Collection entries
• • •
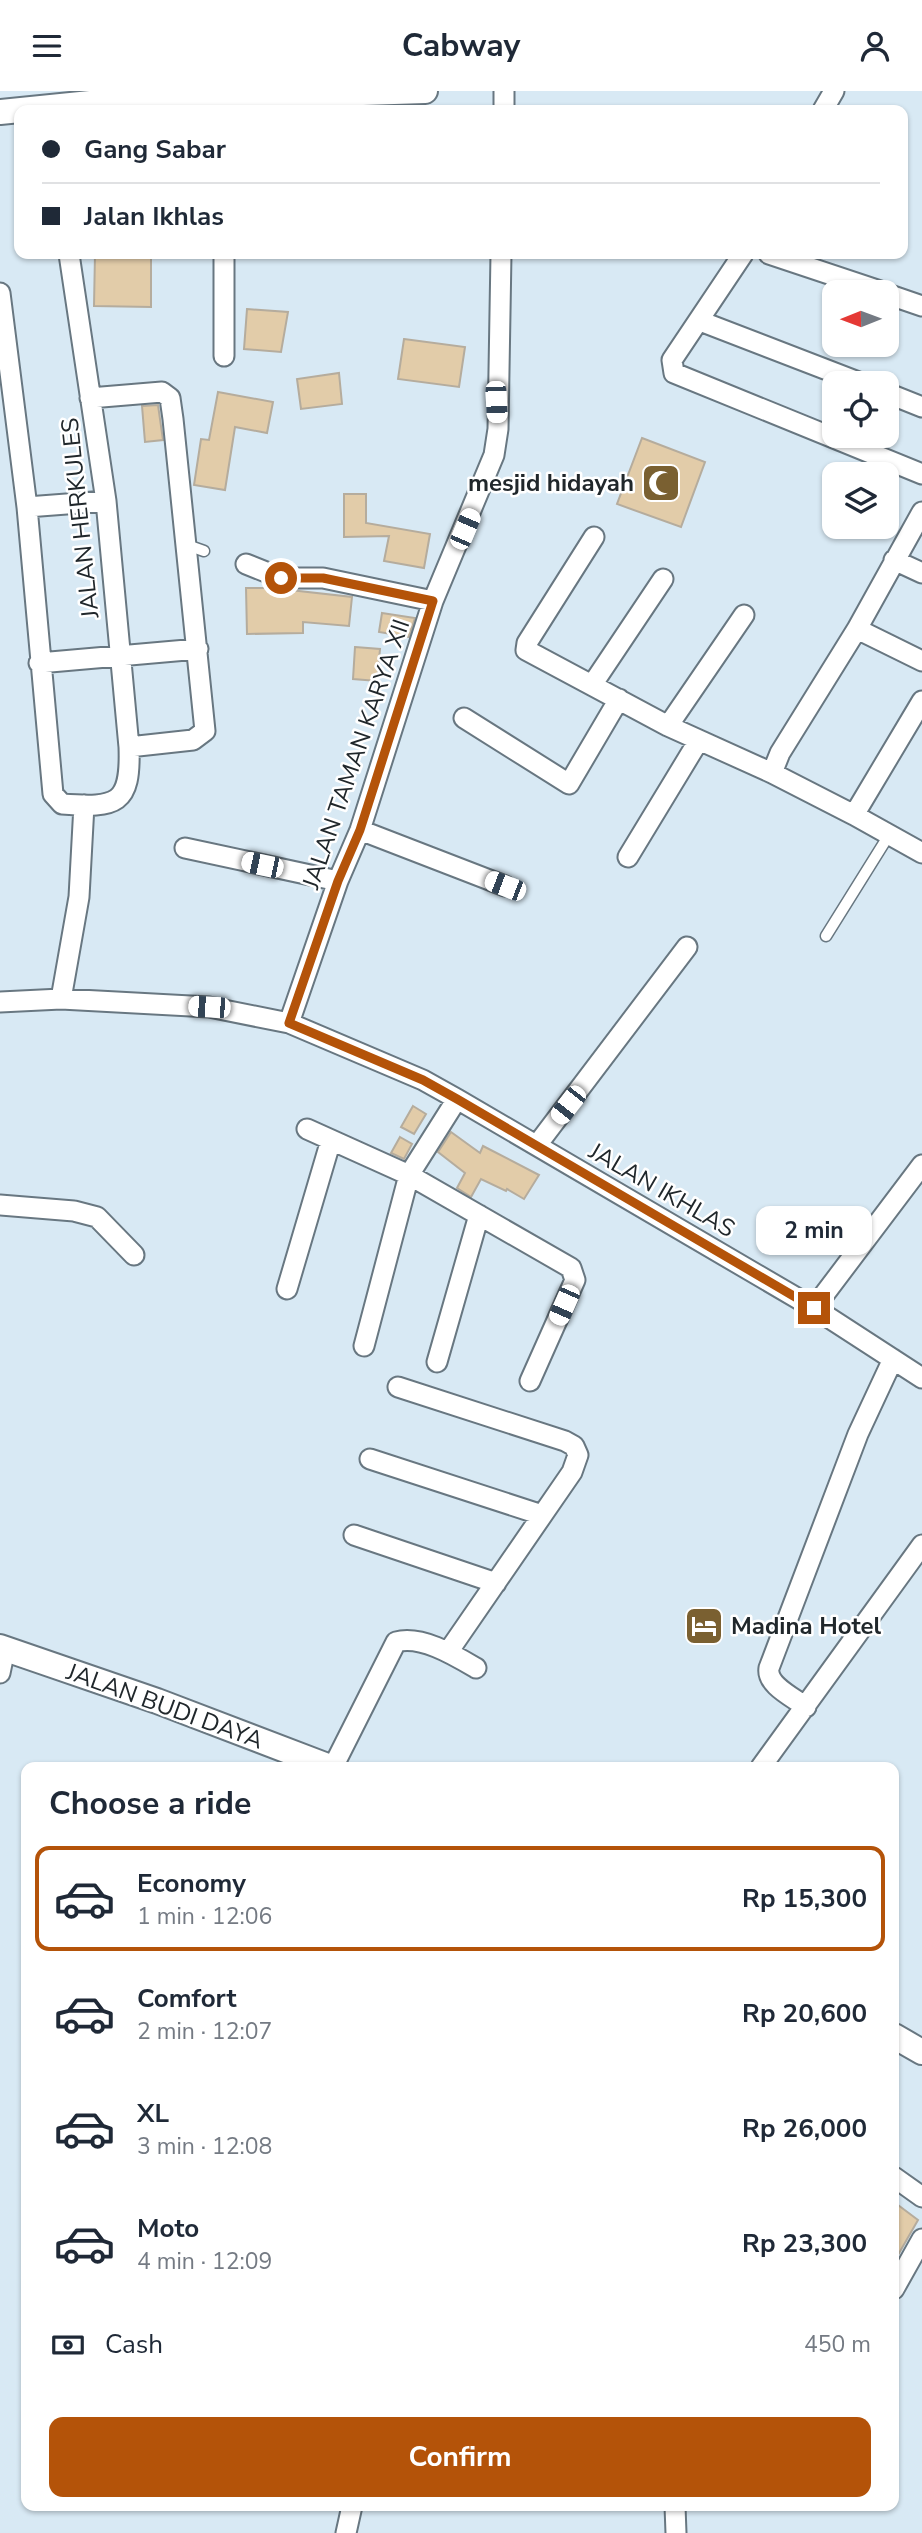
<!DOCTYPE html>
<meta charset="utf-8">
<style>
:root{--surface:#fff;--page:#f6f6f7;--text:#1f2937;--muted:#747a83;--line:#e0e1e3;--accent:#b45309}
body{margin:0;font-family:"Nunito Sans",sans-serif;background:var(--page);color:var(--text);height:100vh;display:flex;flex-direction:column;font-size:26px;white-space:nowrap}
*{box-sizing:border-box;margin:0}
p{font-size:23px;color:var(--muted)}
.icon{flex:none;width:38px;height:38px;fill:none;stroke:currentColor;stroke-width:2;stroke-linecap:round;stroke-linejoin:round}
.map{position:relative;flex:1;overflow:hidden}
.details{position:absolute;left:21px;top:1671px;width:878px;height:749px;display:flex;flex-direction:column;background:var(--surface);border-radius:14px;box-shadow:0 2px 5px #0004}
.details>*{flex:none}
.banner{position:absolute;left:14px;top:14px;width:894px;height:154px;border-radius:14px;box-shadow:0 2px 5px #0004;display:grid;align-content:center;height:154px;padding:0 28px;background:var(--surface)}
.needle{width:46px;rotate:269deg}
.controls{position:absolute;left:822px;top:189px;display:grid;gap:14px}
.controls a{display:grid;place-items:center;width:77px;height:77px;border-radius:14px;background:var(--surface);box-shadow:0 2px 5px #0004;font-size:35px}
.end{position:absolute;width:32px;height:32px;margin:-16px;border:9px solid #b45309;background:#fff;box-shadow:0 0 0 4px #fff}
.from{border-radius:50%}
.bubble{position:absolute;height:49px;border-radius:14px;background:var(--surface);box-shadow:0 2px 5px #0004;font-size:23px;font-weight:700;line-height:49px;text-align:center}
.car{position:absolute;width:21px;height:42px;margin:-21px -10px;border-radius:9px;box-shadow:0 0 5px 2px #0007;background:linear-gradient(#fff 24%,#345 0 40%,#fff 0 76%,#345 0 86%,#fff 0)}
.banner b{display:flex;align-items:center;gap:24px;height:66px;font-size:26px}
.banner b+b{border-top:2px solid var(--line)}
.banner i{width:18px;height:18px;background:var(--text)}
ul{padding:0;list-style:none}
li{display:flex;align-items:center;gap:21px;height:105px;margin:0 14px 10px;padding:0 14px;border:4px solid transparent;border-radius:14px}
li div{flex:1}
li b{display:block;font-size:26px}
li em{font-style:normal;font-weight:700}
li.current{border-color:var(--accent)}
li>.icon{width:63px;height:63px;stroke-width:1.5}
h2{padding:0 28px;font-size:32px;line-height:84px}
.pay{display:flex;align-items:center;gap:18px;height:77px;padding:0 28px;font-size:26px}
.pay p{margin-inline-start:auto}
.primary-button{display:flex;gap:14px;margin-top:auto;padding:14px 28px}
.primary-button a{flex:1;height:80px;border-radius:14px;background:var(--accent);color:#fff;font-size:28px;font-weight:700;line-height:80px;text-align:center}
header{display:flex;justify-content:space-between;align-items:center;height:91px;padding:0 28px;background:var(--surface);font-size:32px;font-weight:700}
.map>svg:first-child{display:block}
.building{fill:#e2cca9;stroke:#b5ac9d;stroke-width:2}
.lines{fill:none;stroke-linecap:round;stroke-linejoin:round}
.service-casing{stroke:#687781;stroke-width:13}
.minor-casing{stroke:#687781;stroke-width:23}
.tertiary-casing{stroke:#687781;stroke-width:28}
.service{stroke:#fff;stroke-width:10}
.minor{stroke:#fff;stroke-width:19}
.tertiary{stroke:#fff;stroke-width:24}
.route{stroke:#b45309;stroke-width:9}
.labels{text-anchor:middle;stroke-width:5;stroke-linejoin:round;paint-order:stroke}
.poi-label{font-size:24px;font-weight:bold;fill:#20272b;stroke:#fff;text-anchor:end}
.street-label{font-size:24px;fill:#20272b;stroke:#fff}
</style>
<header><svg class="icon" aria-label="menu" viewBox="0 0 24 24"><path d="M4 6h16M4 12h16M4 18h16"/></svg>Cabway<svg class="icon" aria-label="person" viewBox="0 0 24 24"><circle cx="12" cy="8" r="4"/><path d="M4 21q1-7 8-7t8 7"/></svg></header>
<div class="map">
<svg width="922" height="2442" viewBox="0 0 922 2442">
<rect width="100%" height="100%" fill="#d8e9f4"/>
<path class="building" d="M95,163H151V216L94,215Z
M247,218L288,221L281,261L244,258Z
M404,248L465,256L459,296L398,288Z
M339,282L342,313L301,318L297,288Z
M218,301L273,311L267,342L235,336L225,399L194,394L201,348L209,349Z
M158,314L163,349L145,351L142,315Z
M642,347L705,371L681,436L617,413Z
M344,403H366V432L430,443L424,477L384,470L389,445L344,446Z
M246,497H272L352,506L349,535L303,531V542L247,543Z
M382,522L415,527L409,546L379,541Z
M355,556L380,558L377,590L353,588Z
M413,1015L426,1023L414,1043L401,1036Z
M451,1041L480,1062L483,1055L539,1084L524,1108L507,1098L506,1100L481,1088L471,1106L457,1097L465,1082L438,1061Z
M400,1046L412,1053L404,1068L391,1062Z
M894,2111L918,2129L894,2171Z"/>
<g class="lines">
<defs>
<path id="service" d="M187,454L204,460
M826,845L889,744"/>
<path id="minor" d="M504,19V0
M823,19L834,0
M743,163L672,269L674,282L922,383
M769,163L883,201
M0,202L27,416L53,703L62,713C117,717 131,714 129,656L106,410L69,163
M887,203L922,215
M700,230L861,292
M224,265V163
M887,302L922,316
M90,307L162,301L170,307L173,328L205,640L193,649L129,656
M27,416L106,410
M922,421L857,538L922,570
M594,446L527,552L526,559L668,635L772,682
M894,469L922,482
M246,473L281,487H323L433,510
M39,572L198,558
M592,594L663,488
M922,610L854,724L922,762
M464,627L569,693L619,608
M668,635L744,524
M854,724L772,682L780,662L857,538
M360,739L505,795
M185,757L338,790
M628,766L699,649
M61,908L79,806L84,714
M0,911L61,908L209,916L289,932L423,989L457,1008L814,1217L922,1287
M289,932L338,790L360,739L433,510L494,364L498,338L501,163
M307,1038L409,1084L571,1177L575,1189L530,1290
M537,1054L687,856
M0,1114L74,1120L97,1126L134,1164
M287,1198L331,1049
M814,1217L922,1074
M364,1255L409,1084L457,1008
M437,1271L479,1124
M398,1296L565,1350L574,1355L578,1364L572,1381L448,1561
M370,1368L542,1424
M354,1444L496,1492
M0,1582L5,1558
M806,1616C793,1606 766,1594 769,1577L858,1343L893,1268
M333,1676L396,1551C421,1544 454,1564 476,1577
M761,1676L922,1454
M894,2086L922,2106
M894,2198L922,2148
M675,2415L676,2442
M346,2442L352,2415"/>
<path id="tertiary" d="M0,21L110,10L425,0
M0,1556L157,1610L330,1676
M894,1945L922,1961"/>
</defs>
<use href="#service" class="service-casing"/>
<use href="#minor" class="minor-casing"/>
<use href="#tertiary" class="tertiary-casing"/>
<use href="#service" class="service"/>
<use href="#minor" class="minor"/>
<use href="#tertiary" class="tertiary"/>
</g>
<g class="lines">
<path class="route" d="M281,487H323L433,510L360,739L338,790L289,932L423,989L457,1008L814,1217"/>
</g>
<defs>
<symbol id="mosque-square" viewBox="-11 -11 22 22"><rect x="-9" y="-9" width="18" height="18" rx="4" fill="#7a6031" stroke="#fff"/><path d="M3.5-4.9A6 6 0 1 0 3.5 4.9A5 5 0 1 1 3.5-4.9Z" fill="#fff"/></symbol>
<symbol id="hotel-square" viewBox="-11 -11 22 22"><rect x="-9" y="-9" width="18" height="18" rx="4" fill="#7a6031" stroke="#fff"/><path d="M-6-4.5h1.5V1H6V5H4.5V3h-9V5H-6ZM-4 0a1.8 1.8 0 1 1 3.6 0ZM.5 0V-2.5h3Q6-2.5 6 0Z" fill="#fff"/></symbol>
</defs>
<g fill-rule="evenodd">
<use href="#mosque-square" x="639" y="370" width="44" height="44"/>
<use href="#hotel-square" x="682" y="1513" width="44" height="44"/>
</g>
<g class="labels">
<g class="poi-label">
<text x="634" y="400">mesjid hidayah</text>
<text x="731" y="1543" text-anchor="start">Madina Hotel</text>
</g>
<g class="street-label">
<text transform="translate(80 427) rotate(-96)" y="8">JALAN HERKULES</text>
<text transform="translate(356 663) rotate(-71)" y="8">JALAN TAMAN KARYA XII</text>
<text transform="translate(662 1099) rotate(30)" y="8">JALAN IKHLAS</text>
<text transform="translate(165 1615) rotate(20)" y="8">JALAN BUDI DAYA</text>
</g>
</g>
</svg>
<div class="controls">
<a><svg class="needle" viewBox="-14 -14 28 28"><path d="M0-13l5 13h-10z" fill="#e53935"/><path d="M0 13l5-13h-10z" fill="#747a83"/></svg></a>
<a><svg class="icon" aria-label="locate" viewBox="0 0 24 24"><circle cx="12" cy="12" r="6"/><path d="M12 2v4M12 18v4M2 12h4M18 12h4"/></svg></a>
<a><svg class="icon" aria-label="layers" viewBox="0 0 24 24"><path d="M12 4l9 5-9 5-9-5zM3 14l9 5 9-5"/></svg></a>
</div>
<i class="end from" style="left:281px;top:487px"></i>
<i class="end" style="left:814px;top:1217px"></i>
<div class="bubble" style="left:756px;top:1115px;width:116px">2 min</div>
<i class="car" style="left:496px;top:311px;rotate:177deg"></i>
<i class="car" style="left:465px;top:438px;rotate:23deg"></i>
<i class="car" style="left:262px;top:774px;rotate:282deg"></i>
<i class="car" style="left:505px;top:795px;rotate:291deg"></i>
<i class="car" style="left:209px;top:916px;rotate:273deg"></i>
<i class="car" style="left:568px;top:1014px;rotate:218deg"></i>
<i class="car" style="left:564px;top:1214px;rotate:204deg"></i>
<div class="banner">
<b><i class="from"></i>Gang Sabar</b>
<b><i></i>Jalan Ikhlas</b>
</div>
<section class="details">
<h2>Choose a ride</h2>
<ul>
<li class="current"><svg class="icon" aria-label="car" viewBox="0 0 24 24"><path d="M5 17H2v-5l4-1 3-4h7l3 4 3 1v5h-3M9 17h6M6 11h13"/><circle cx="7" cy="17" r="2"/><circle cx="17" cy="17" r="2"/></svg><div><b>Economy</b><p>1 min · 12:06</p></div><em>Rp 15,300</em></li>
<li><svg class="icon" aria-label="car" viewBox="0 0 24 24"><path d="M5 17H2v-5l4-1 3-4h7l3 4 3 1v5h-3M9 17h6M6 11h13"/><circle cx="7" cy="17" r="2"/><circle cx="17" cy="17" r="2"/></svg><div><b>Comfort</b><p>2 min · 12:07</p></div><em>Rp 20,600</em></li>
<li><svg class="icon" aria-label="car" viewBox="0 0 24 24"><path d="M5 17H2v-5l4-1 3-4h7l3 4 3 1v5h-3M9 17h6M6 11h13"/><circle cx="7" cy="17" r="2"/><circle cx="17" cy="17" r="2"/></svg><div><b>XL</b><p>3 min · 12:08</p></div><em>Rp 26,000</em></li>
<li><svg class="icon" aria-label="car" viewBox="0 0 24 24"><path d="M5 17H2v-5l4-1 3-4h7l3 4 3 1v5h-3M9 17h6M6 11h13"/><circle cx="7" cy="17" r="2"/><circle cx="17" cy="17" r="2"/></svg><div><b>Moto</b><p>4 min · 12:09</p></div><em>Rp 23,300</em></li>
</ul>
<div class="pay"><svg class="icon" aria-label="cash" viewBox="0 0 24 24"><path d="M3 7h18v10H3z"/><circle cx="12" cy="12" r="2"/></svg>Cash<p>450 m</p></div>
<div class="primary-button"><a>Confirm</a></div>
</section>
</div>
• • •
Locate the word "href" in the records above, and return each line that has it.

<use href="#service" class="service-casing"/>
<use href="#minor" class="minor-casing"/>
<use href="#tertiary" class="tertiary-casing"/>
<use href="#service" class="service"/>
<use href="#minor" class="minor"/>
<use href="#tertiary" class="tertiary"/>
<use href="#mosque-square" x="639" y="370" width="44" height="44"/>
<use href="#hotel-square" x="682" y="1513" width="44" height="44"/>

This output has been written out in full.